Benjamin Franklin said: “An investment in knowledge pays the best interest.”
Recognising education as a fundamental stepping stone to economic and social development, several nations worldwide have invested heavily in their academic spaces. Effective collaborations between the government, the private sector, and educational institutions in developed countries have helped curate thriving academic ecosystems to further develop technologically advanced and sustainable economies.
Regionally, the Gulf states have also recognised the significance of creating a progressive academic infrastructure and earmarked a sizeable chunk of their budgets for educational purposes.
For 2020, the UAE government allocated Dhs10.4bn ($2.83bn) towards public, higher education and university programmes. Of that amount, the estimated costs for public education programmes stand at Dhs6.7bn ($1.82bn) while higher and university education is expected to cost Dhs3.7bn ($1.01bn).
Meanwhile, Saudi Arabia allocated a whopping SAR193bn ($51.38bn) for the education sector in 2020, amounting to 18.9 per cent of the annual budgeted expenditure.
“Sector priorities for 2020 budgeted expenditure are consistent with recent years, with education, military and healthcare accounting for more than 50 per cent of total allocations,” a KPMG report read.
“The education sector plays a vital role not only in increasing the employment rate in Saudi Arabia, but also in increasing the desired skills for the labour market. The Ministry of Education has taken numerous initiatives to improve the education sector such as the Teaching Staff Proficiency Development project that aims to raise teaching and leadership competencies of the teaching staff,” it added.
In Oman, social spending covering education, healthcare, housing and social welfare continues to increase and totals 40 per cent of public spending in 2020.
“According to the latest statistics by the Statistical Centre for the Cooperation Council for the Arab Countries of the Gulf (GCC-STAT), in the academic year 2017/2018, there were a total of 35,250 schools in the GCC compared to 31,515 schools in 2014/2015, recording a positive CAGR of 3.8 per cent,” Aditi
Gouri, associate partner, Strategic Consulting and Research, Cavendish Maxwell notes.
During the academic year 2017/2018, Saudi Arabia had the highest number of schools in the GCC comprising 87.2 per cent of the total schools followed by Oman at 4.2 per cent.

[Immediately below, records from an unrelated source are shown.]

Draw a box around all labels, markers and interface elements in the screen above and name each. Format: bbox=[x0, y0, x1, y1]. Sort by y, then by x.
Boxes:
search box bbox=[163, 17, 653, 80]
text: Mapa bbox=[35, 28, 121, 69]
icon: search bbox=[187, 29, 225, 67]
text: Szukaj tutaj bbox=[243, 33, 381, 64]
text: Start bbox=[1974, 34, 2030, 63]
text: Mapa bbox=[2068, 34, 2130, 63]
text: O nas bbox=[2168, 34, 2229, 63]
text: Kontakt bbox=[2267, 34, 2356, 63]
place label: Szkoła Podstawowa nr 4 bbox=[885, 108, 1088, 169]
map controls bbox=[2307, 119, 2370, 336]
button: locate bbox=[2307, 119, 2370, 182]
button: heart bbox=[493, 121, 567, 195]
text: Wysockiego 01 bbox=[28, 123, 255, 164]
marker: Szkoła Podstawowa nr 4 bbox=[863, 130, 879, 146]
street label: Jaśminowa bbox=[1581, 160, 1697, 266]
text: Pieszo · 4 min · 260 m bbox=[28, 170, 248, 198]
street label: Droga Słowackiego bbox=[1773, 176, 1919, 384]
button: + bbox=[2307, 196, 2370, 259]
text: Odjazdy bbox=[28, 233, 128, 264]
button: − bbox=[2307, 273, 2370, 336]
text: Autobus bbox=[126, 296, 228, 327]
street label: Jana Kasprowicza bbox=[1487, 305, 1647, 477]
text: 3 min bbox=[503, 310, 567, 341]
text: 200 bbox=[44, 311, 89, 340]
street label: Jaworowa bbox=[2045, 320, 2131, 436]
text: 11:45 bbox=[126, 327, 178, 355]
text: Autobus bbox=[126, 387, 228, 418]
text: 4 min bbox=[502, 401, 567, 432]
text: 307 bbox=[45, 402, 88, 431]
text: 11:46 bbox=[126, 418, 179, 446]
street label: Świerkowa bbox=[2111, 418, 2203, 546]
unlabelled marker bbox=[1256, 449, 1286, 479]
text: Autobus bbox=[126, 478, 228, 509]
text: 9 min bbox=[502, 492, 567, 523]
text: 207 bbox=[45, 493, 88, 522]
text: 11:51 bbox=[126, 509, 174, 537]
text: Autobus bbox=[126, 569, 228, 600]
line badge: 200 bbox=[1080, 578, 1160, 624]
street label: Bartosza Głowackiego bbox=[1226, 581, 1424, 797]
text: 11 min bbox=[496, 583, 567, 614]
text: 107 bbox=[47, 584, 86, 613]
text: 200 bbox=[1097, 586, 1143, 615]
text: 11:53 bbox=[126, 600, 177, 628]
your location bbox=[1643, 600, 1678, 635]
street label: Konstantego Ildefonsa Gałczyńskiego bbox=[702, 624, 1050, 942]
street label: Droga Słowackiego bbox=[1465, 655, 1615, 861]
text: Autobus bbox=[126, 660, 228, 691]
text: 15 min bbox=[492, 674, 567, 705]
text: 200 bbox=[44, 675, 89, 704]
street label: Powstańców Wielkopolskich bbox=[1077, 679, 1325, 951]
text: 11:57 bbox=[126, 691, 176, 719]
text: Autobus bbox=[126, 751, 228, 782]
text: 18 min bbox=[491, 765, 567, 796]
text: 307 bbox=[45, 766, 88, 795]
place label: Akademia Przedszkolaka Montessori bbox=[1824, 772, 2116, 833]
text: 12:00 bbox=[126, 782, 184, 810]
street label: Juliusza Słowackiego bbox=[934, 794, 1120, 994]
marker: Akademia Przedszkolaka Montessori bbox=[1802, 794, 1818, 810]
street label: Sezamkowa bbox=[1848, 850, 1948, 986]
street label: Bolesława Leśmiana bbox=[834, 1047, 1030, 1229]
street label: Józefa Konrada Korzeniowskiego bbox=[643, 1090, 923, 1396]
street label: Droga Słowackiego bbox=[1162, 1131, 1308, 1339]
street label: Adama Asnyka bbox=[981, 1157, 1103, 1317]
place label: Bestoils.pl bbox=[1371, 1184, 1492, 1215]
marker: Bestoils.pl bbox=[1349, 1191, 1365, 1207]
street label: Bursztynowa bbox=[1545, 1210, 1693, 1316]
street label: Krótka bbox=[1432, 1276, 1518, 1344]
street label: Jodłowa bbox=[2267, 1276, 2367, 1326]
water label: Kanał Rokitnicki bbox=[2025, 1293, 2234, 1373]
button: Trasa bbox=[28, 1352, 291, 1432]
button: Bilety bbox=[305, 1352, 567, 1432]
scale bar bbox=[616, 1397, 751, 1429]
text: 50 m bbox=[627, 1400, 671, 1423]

In the UAE, according to the Ministry of Education (MoE), the total number of schools stood at 1,262 during the academic year 2018/2019, of which 619 (49 per cent) were public and 643 schools (51 per cent) were private.
The total number of students enrolled in private schools accounted for 74 per cent (810,537 students) while those enrolled in public schools accounted for only 26 per cent (288,794 students).
Factors such as a growing expatriate population, high proportion of wealth and income levels, and demand for quality English-medium education from expats and locals has led to the proliferation of private schools offering international curriculums, explains Gouri.
Distance learning protocols
Similar to how technology has changed the way we live, gadgets have altered the way we learn. As the concept of e-learning gained momentum in recent years, several edtech (education technology) companies and tools surfaced, effectively digitising physical classrooms.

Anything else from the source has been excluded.